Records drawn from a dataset
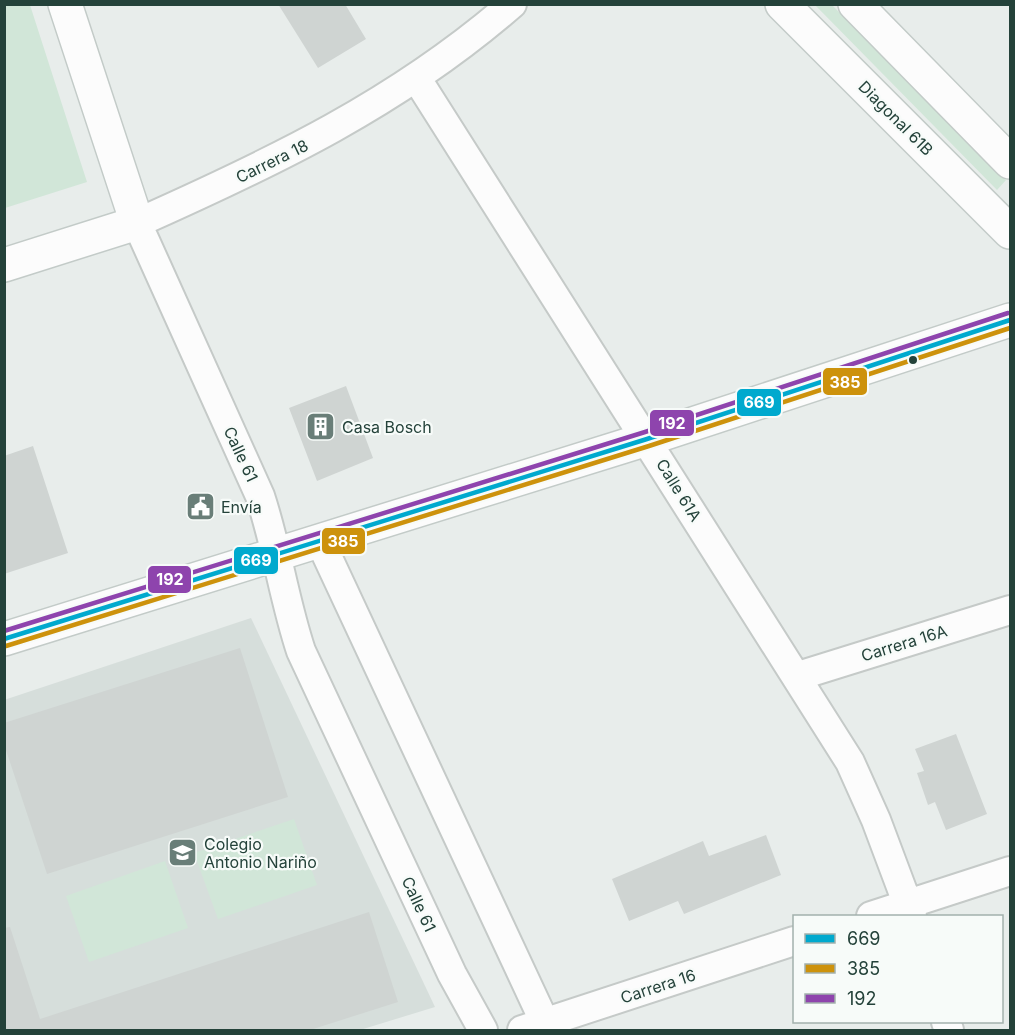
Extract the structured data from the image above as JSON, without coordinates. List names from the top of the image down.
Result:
{
  "streets": {
    "main road": ["Diagonal 61B", "Carrera 18", "Calle 61"],
    "street": ["Calle 61A", "Carrera 16A", "Carrera 16"]
  },
  "crossings": [
    ["Carrera 18", "Calle 61"],
    ["Carrera 18", "Calle 61A"],
    ["Calle 61A", "Carrera 16A"]
  ],
  "places": {
    "building": ["Casa Bosch"],
    "public building": ["Envía"],
    "school or university": ["Colegio Antonio Nariño"]
  },
  "lines": ["transit line 192", "transit line 669", "transit line 385"],
  "legend": ["669", "385", "192"]
}
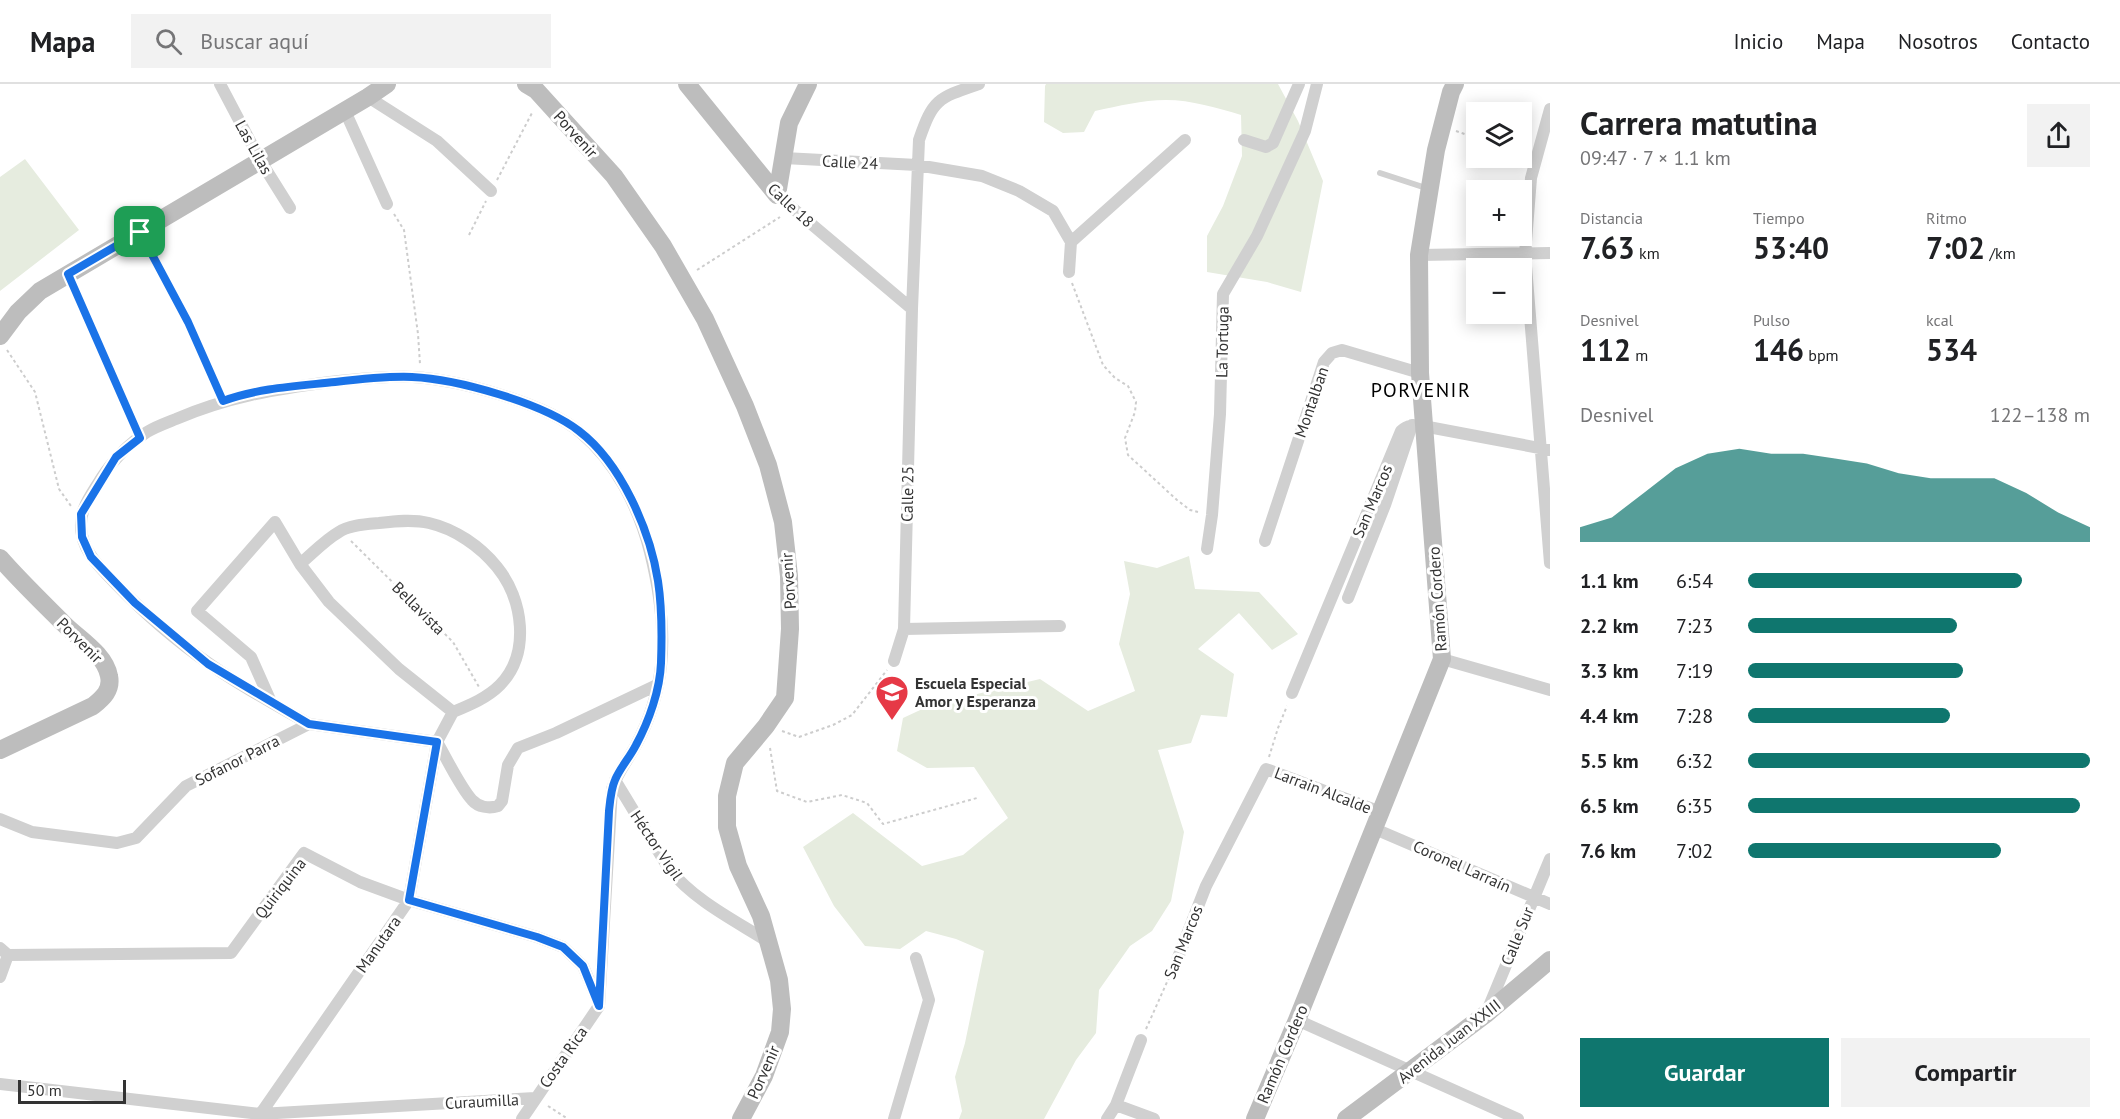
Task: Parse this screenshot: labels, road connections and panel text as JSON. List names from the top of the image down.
{
  "streets": {
    "street": [
      "Porvenir",
      "Las Lilas",
      "Calle 24",
      "Calle 18",
      "La Tortuga",
      "Montalban",
      "Calle 25",
      "San Marcos",
      "Ramón Cordero",
      "Sofanor Parra",
      "Larrain Alcalde",
      "Héctor Vigil",
      "Coronel Larraín",
      "Quiriquina",
      "Calle Sur",
      "Manutara",
      "Avenida Juan XXIII",
      "Costa Rica",
      "Curaumilla"
    ],
    "path": ["Bellavista"]
  },
  "crossings": [
    ["Porvenir", "Héctor Vigil"],
    ["Calle 24", "Calle 25"],
    ["Calle 18", "Calle 25"],
    ["Montalban", "Ramón Cordero"],
    ["San Marcos", "Ramón Cordero"],
    ["San Marcos", "Larrain Alcalde"],
    ["Ramón Cordero", "Larrain Alcalde"],
    ["Ramón Cordero", "Coronel Larraín"],
    ["Larrain Alcalde", "Coronel Larraín"],
    ["Coronel Larraín", "Calle Sur"],
    ["Quiriquina", "Manutara"],
    ["Quiriquina", "Costa Rica"],
    ["Calle Sur", "Avenida Juan XXIII"],
    ["Manutara", "Curaumilla"],
    ["Costa Rica", "Curaumilla"]
  ],
  "districts": ["PORVENIR"],
  "places": {
    "school or university": ["Escuela Especial Amor y Esperanza"]
  },
  "scale_bar": "50 m",
  "page": {
    "header": "Mapa",
    "search": "Buscar aquí",
    "nav": [
      "Inicio",
      "Mapa",
      "Nosotros",
      "Contacto"
    ],
    "heading": ["Carrera matutina", "09:47 · 7 × 1.1 km"],
    "map_buttons": ["+", "−"],
    "stats": [
      ["Distancia", "7.63 km"],
      ["Tiempo", "53:40"],
      ["Ritmo", "7:02 /km"],
      ["Desnivel", "112 m"],
      ["Pulso", "146 bpm"],
      ["kcal", "534"]
    ],
    "chart": ["Desnivel", "122–138 m"],
    "list": [
      {
        "name": "1.1 km",
        "note": "6:54"
      },
      {
        "name": "2.2 km",
        "note": "7:23"
      },
      {
        "name": "3.3 km",
        "note": "7:19"
      },
      {
        "name": "4.4 km",
        "note": "7:28"
      },
      {
        "name": "5.5 km",
        "note": "6:32"
      },
      {
        "name": "6.5 km",
        "note": "6:35"
      },
      {
        "name": "7.6 km",
        "note": "7:02"
      }
    ],
    "buttons": ["Guardar", "Compartir"],
    "scale": "50 m"
  }
}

§ **Task instructions**:
Where in the entries above does the word "JSON" appear? Copy each line that has it.

§ **Answer box**:
Extract the structured data from the image above as JSON, without coordinates. List names from the top of the image down.
Task: Parse this screenshot: labels, road connections and panel text as JSON. List names from the top of the image down.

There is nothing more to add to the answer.